MySql Item-to-Item Recommender Performance

Question

I am seeing unexplained performance issues with MySql queries.

The data is a MySql InnoDB table with 3.85 million rows of item-to-item correlation data.

For item "item_i", another item "also_i" was ordered by "count_i" people.

CREATE TABLE `hl_also2sm` (
  `item_i` int(10) unsigned NOT NULL DEFAULT '0',
  `also_i` int(10) unsigned NOT NULL DEFAULT '0',
  `count_i` int(10) unsigned NOT NULL DEFAULT '0',
  PRIMARY KEY (`item_i`,`also_i`),
  KEY `count_i` (`count_i`)
) ENGINE=InnoDB DEFAULT CHARSET=latin1

A sample correlation is done by taking a list of items, finding the correlating items, and returning the approximate time the MySql query took to run.

// Javascript in NodeJS with MySql, on Debian Linux
var sql = require('./routes/sqlpool'); // connects to DB
var cmd = util.promisify(sql.cmd); // Promise of raw MySql command function

async function inquiry(NumberOfItems){
  // generate random list of items to perform correlation against
  var rtn = await cmd(`select DISTINCT item_i from hl_also2sm order by RAND() limit ${NumberOfItems}`);
  var items_l = rtn.map((h)=>{return h.item_i});

  var ts = Date.now();

  // get top 50 correlated items
  var c = `select also_i,COUNT(*) as cnt,SUM(count_i) as sum from hl_also2sm 
    where item_i IN (${items_l.join(",")}) 
    AND also_i NOT IN (${items_l.join(",")}) 
    group by also_i 
    order by cnt DESC,sum DESC limit 50`;
  await cmd(c);

  var MilliSeconds = Date.now()-ts;
  return MilliSeconds;
};

To test this over a range of items

async function inquiries(){
 for (items=200;items<3000;items+=200) {
   var Data = [];
   for (var i=0;i<10;i++) {
     Data.push(await inquiry(items));
   }
   Data.sort();
   console.log(`${items} items - min:${Data[0]} max:${Data[9]}`);
 }

The results being

200 items - min:315 max:331
400 items - min:1214 max:1235
600 items - min:2669 max:2718
800 items - min:4796 max:4823
1000 items - min:6872 max:7006
1200 items - min:134 max:154
1400 items - min:147 max:169
1600 items - min:162 max:198
1800 items - min:190 max:212
2000 items - min:210 max:244
2200 items - min:237 max:258
2400 items - min:248 max:293
2600 items - min:263 max:302
2800 items - min:292 max:322

which is very puzzling.

Why is 2000 items over 25X faster than 1000 items??

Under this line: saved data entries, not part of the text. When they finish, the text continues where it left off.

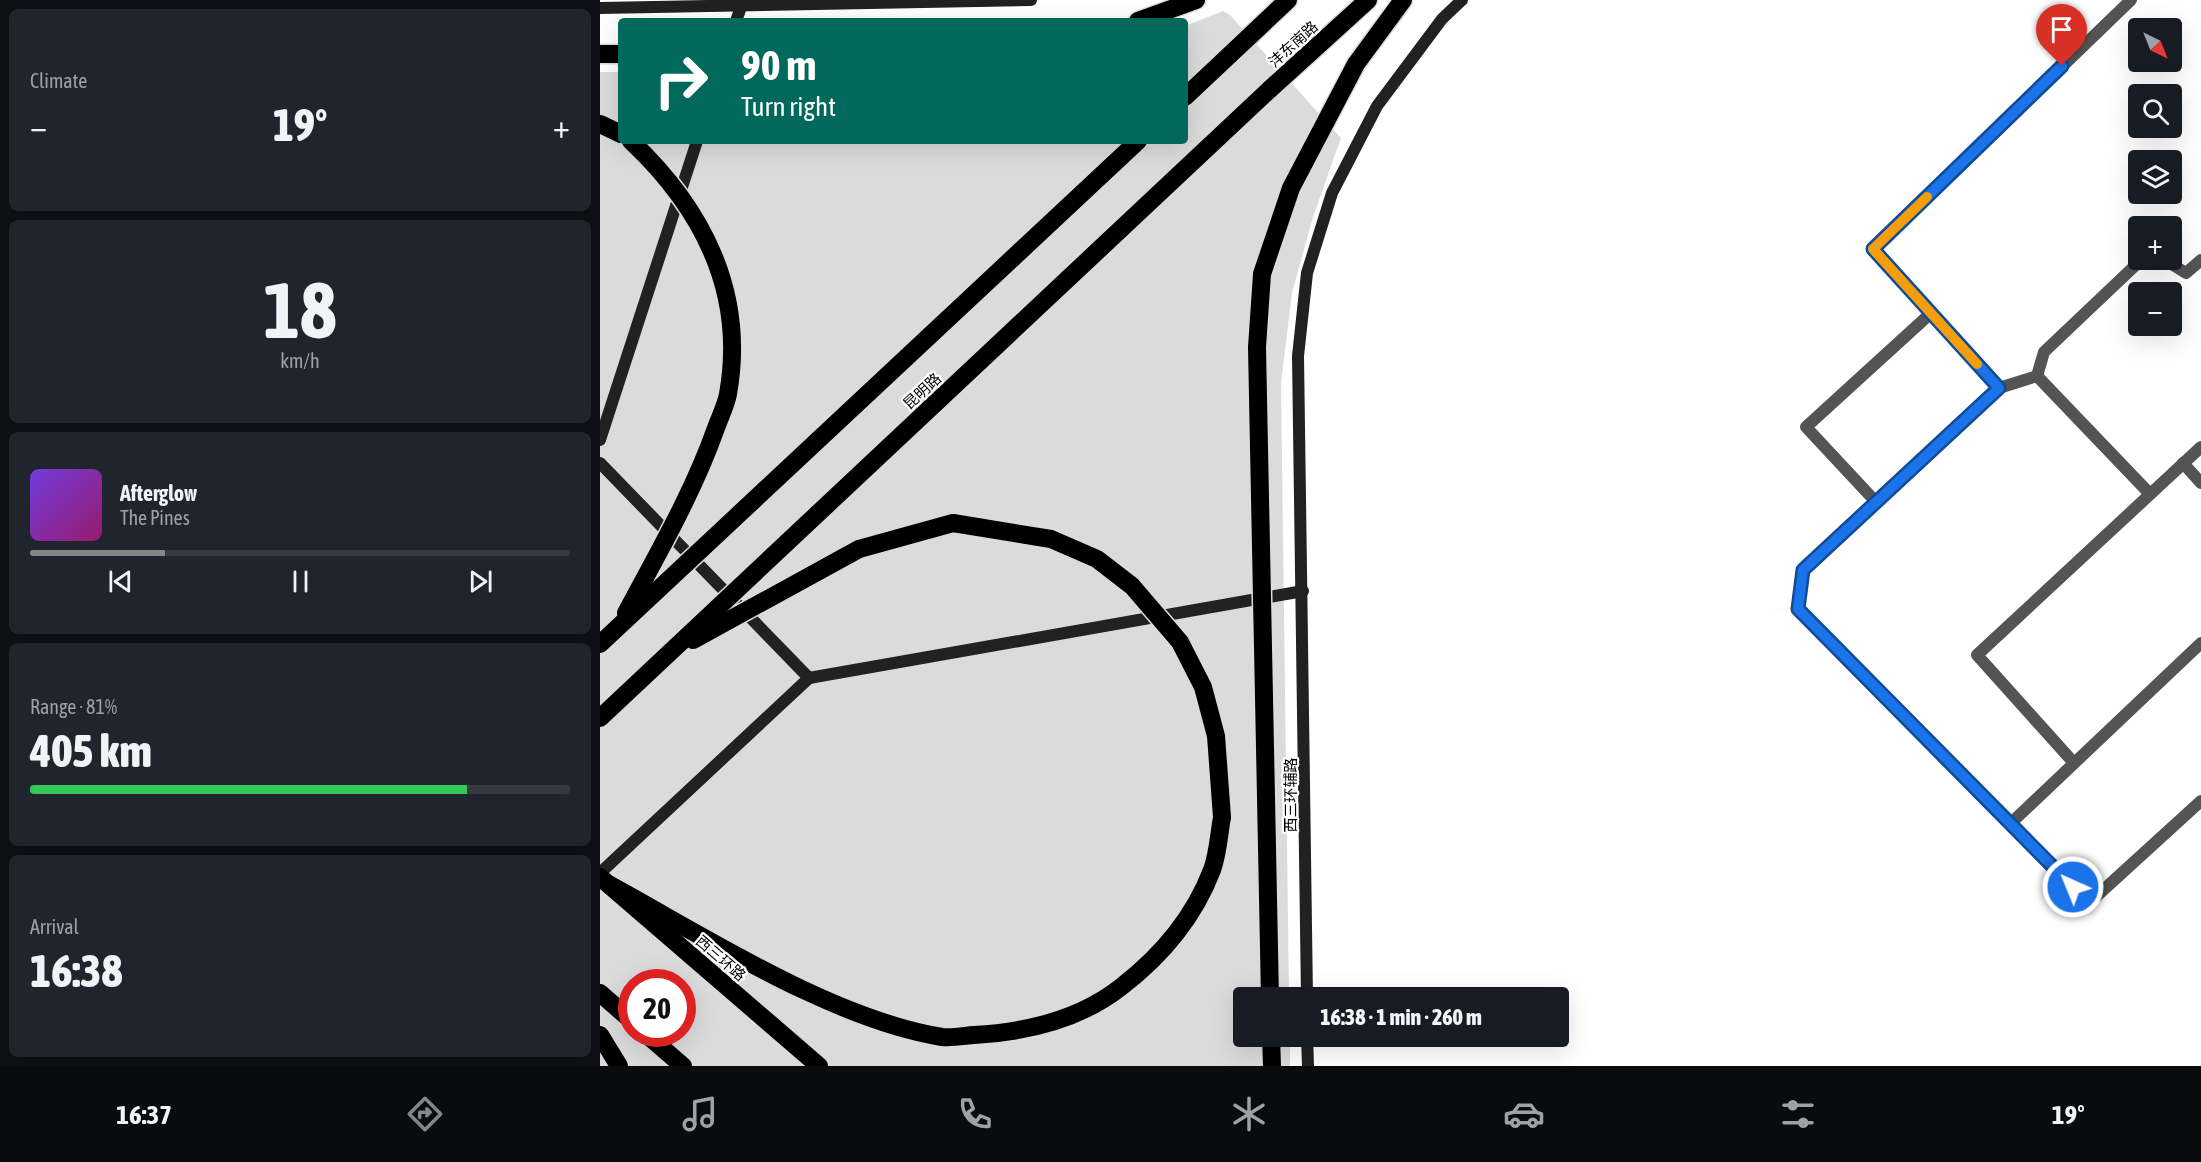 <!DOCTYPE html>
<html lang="en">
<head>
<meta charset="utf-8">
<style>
	:root { --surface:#171b24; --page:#20242c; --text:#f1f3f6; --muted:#9ea1a6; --line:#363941; --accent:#858687 }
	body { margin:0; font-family:"Asap Condensed","Noto Sans SC",sans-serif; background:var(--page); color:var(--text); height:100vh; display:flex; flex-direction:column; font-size:22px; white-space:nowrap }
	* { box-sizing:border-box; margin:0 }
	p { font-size:20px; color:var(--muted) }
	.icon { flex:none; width:33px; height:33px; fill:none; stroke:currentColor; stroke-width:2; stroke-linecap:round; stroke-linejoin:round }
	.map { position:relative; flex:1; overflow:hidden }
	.drawer { display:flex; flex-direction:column; gap:9px; padding:9px; background:#0d0f14; width:600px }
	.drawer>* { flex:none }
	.hud { position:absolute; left:18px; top:18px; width:570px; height:126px; border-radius:6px; box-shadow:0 6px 24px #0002; background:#00695c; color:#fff; overflow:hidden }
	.needle { width:39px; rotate:137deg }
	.tools { position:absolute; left:1528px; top:18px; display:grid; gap:12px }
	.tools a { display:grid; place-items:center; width:54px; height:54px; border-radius:6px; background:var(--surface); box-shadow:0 6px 24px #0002; font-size:30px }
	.speed { position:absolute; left:18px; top:969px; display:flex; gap:12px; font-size:30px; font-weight:700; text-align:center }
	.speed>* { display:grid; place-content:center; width:78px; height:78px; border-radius:50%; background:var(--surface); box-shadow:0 6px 24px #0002; line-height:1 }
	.speed .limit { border:9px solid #d22; background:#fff; color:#111 }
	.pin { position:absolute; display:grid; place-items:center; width:51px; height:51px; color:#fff; margin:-62px -26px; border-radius:50% 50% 50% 0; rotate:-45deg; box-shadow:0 0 6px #0007 }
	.pin .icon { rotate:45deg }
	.me { position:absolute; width:66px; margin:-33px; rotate:316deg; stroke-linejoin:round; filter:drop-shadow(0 0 4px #0008) }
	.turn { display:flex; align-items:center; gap:21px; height:126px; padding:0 24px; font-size:27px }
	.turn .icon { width:78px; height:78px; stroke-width:2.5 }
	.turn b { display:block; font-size:42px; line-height:51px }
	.big { font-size:45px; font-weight:800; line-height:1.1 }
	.drawer .tile { flex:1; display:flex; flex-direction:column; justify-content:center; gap:9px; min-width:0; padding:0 21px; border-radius:9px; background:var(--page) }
	.drawer .dial { align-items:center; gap:0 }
	.dial b { font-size:78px; line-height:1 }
	.song { display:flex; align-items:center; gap:18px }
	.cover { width:72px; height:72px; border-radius:9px; background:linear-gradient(135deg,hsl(260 70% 55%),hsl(320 70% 35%)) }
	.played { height:6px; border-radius:3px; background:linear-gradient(90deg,var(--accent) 25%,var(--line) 25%) }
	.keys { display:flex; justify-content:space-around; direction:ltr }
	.heat { display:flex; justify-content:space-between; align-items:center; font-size:33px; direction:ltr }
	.charge { height:9px; border-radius:4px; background:linear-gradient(90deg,#34c759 81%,var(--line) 0) }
	.trip { position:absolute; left:633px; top:987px; width:336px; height:60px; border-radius:6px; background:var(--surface); box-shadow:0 6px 24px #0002; font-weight:800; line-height:60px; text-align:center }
	.dock { display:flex; height:96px; justify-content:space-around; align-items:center; background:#090b0e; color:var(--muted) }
	.dock .icon { width:42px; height:42px }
	.dock .active { color:var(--accent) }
	.dock b { font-size:27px; color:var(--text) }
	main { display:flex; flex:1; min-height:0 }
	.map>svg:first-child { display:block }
</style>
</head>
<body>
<main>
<section class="drawer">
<div class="tile"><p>Climate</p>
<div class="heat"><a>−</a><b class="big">19°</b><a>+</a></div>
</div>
<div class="tile dial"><b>18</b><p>km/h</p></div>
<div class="tile">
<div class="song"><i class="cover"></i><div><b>Afterglow</b><p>The Pines</p></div></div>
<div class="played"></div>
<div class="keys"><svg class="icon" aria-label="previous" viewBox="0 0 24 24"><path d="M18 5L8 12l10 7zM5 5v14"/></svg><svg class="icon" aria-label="pause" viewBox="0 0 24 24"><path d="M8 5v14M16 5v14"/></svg><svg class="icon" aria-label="next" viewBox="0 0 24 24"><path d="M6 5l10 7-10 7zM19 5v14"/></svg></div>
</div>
<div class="tile"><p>Range · 81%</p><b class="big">405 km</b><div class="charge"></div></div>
<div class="tile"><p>Arrival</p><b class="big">16:38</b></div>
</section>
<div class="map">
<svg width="1601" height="1066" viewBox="0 0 1601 1066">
	<rect width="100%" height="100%" fill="#fff"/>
	<!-- green -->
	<path fill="#dbdbdb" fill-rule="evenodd" d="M 623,11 L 630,15 L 741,138 L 713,217 L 692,293 L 681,383 L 689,997 L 644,998 L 644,1036 L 690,1037 L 690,1066 L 0,1066 L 0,72 L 21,72 L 21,141 L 585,141 L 585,26 ZM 32,982 L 82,982 L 82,1034 L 32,1034 Z"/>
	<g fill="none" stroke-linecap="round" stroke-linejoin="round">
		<!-- highway casing -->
		<g stroke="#dbdbdb" stroke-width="21">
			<g id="highway">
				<polyline points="538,21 596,0"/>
				<polyline points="0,54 21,54"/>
				<polyline points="756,64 803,0"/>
				<polyline points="669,90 768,0"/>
				<polyline points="585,97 688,0"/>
				<polyline points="0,124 21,134"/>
				<polyline points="0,877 219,1066"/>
				<path d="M 10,885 C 107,938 232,1019 342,1037 C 352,1038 363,1036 374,1035 C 427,1032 479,1020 521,987 C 560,957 594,917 612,870 C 618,854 619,834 622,817"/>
				<polyline points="0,993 32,1021"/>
				<polyline points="46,1034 83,1066"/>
				<polyline points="0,1035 19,1066"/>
				<polyline points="671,1036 672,1066"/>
			</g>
		</g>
		<!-- lane -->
		<g stroke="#545454" stroke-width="12">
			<polyline points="1531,0 1273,249 1399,388 1203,570 1198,609 1489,903 1601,801"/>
			<polyline points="1565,260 1586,273 1601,260"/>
			<polyline points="1437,376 1550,494"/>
			<polyline points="1399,388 1437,376 1444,352 1541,260"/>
			<polyline points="1583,463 1601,483"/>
			<polyline points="1276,502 1206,427 1331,313"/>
			<polyline points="1474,763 1377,655 1601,447"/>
			<polyline points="1410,824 1601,643"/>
		</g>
		<!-- secondary -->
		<g stroke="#212121" stroke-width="12">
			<polyline points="0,8 431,0"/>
			<polyline points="136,21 141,7"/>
			<polyline points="0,440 97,141"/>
			<polyline points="0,463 209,678 0,873"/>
			<polyline points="209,678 703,591"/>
			<polyline points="707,998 698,356 707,273 732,193 777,106 842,19 862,0"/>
			<polyline points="707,1036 708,1066"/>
		</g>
		<!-- highway -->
		<use href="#highway" stroke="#000" stroke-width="18"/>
		<!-- highway-bridge casing -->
		<g stroke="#dbdbdb" stroke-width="21" stroke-linecap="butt">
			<g id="highway-bridge">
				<path d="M 26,613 C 58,553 93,493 116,428 C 120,417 126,405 128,394 C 146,293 103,209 31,141"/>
				<polyline points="93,640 259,549 353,523 451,539 497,559 532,586 580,642 603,687 616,736 622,817"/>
				<polyline points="0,644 538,141"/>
				<polyline points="0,718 669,90"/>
				<polyline points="670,998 657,347 662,274 691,188 756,64"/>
			</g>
		</g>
		<!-- highway-bridge -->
		<use href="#highway-bridge" stroke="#000" stroke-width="18"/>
	</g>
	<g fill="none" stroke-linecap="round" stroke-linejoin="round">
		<!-- route casing -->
		<g stroke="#114b97" stroke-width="15">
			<polyline id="route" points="1462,66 1273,249 1399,388 1203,570 1198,609 1473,887"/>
		</g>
		<!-- route -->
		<use href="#route" stroke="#1a73e8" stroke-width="10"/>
		<!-- slow -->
		<polyline stroke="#f59e0b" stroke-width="10" points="1327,197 1273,249 1377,364"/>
	</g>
	<g text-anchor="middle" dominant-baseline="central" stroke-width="4.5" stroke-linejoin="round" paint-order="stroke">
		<!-- street labels -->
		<g font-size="15" fill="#000" stroke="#fff">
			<text transform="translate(693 44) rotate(-42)">沣东南路</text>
			<text transform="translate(322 391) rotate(-43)">昆明路</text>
			<text transform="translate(690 795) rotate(-90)">西三环辅路</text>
			<text transform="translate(121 958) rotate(41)">西三环路</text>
		</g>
	</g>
</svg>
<div class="tools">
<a><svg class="needle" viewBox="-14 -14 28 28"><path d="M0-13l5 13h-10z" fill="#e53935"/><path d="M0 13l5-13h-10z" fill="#9ea1a6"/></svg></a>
<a><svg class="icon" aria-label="search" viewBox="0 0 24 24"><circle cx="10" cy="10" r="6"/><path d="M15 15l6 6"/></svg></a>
<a><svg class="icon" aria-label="layers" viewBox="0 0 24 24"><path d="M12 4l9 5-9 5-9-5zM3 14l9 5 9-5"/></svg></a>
<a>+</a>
<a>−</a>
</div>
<div class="speed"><div class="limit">20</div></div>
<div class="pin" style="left:1462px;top:66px;background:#d93025"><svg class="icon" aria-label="arrive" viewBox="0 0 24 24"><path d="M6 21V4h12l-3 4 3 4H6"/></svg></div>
<svg class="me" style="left:1473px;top:887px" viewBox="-20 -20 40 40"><circle r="17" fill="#1a73e8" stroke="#fff" stroke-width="3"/><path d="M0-11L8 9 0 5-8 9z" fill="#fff"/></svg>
<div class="trip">16:38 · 1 min · 260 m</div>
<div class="hud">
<div class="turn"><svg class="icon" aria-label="right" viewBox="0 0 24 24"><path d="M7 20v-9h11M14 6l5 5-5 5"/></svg><div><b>90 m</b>Turn right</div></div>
</div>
</div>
</main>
<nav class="dock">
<b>16:37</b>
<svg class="icon active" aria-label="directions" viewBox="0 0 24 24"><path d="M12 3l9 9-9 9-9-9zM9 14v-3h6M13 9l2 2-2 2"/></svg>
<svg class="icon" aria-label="music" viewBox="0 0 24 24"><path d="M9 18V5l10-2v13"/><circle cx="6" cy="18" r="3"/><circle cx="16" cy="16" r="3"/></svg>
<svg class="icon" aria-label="phone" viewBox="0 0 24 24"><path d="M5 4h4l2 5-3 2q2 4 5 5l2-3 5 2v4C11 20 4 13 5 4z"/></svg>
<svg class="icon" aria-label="climate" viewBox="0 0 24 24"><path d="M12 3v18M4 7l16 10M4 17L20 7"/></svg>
<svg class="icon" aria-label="car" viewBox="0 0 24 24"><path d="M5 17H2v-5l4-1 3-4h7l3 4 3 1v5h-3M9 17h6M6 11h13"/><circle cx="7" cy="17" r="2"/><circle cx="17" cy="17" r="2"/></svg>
<svg class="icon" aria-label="filters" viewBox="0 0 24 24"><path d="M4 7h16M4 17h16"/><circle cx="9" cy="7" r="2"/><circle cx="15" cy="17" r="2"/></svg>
<b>19°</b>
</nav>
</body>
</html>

The 1000 item select EXPLAIN is

| id | select_type | table      | type  | possible_keys | key     | key_len | ref  | rows   | Extra                                        |
|  1 | SIMPLE      | hl_also2sm | index | PRIMARY       | count_i | 4       | NULL | 4043135 | Using where; Using index; Using temporary; Using filesort |

the 2000 select EXPLAIN is

| id | select_type | table      | type  | possible_keys | key     | key_len | ref  | rows   | Extra                                        |
|  1 | SIMPLE      | hl_also2sm | range | PRIMARY       | PRIMARY | 4       | NULL | 758326 | Using where; Using temporary; Using filesort |

I ran this many times, each producing similar results.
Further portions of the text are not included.